Mali : le jnim, une menace grandissante face à l’impasse politique

Mali : le JNIM, une menace grandissante face à l’impasse politique

Entre l’affaiblissement d’un pouvoir militaire en quête de légitimité et la montée en puissance des groupes djihadistes promettant l’instauration de la charia, les Maliens se retrouvent pris au piège. Analyse d’une situation explosive.

Illustration : affiche du JNIM dans les rues de Bamako

Un pouvoir militaire en perte de vitesse

Trois jours après les attaques simultanées du 25 avril dernier, orchestrées par le Groupe de soutien à l’islam et aux musulmans (GSIM / JNIM, lié à Al-Qaïda) et le Front de libération de l’Azawad (FLA), le général Assimi Goïta, chef de la junte, a choisi de minimiser l’ampleur des événements. Dans son allocution du 29 avril, il a réaffirmé que « la situation est sous contrôle », malgré la reprise des combats par le FLA à Kidal et le blocus imposé par le JNIM autour de Bamako.

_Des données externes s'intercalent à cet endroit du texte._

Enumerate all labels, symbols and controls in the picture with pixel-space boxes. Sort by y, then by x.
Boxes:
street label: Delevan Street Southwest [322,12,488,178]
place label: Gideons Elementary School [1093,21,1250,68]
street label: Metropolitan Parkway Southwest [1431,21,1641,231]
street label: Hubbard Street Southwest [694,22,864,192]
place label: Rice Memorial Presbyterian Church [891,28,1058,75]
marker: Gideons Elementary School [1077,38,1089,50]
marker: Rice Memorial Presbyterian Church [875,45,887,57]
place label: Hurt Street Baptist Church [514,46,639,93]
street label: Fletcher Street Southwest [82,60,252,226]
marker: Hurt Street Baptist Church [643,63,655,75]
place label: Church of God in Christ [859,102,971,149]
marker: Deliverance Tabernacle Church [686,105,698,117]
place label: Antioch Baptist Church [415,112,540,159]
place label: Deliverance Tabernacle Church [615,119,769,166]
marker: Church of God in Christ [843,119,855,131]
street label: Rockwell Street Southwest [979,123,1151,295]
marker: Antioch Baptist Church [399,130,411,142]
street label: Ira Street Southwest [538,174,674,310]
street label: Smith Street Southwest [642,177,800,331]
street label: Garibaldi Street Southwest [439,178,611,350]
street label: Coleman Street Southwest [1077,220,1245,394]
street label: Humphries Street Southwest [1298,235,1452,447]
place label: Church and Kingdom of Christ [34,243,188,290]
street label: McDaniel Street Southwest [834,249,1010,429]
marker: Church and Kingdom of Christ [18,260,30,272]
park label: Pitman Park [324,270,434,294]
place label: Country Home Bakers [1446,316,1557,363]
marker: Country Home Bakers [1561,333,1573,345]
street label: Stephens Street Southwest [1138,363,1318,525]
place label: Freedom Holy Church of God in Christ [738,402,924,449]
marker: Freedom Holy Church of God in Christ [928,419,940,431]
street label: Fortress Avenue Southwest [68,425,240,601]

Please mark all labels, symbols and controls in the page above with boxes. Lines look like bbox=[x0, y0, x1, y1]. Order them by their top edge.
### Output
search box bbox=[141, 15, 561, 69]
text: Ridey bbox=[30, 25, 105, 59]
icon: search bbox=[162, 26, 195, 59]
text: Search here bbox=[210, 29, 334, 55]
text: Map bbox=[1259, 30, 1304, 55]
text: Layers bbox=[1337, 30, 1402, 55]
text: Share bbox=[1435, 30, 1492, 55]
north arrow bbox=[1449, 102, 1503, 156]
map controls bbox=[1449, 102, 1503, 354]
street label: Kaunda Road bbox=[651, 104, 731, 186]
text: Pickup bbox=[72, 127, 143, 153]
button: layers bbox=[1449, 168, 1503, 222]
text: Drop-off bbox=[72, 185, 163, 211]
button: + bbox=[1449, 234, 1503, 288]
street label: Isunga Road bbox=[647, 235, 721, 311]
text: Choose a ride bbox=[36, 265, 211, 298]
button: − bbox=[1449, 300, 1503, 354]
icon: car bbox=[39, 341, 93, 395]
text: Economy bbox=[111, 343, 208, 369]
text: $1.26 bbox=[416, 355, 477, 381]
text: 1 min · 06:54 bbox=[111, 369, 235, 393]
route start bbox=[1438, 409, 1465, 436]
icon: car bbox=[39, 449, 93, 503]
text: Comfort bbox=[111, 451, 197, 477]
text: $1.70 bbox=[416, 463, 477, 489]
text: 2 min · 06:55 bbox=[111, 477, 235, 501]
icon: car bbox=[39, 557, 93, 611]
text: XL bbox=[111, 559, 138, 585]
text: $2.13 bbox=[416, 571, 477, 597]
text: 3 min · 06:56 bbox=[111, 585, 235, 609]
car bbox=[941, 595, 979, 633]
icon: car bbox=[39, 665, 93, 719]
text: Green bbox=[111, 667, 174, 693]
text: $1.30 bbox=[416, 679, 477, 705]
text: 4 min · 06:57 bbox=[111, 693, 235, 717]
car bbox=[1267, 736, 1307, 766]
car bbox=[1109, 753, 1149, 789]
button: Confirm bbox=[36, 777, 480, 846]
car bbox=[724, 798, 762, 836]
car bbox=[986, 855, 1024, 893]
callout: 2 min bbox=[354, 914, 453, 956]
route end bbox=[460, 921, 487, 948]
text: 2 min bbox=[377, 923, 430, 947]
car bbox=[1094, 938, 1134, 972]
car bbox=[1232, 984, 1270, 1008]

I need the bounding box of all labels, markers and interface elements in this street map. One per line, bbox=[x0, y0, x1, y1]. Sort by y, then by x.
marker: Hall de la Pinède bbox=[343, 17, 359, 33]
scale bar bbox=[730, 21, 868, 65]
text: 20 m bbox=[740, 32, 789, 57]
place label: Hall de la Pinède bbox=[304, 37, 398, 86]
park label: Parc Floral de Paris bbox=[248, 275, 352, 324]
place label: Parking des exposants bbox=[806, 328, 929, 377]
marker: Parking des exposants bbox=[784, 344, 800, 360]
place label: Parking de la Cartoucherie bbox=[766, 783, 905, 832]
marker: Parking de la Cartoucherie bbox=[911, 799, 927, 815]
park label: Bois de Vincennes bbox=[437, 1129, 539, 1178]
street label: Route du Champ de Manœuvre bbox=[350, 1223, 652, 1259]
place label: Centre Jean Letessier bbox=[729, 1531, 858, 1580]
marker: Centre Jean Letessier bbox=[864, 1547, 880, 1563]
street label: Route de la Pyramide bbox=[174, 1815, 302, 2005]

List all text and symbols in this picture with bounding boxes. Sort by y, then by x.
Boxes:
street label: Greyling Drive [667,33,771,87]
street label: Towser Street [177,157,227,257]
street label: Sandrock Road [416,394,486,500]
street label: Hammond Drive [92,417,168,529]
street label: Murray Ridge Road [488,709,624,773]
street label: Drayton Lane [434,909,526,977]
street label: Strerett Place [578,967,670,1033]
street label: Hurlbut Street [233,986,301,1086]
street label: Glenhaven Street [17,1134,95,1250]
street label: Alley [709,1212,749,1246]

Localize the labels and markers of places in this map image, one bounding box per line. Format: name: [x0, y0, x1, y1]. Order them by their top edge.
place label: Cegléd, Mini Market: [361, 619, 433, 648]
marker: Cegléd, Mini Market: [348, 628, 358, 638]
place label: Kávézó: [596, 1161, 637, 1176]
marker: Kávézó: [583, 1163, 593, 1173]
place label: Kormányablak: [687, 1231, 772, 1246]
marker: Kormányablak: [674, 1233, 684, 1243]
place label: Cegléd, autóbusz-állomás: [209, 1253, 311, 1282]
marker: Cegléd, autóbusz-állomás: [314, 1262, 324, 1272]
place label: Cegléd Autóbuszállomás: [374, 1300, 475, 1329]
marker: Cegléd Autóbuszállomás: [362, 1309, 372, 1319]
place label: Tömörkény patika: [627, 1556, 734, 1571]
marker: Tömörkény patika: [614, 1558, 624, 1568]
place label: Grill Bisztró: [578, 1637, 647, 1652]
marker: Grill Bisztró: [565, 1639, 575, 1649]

Pourtant, six ans après son coup d’État, le régime peine à justifier son incapacité à endiguer la progression des groupes armés. Alors que l’armée malienne semble submergée, une partie de la population envisage désormais l’hypothèse d’une victoire du JNIM, porteur d’un projet politique fondé sur l’instauration de la charia.

Charia ou junte : un dilemme sans issue

Le JNIM ne cache plus ses ambitions : dans un communiqué, le groupe a clairement indiqué que la première mesure de son futur gouvernement serait « l’établissement de la charia ». Dans les zones sous son contrôle, les populations subissent déjà les contraintes d’un ordre religieux strict.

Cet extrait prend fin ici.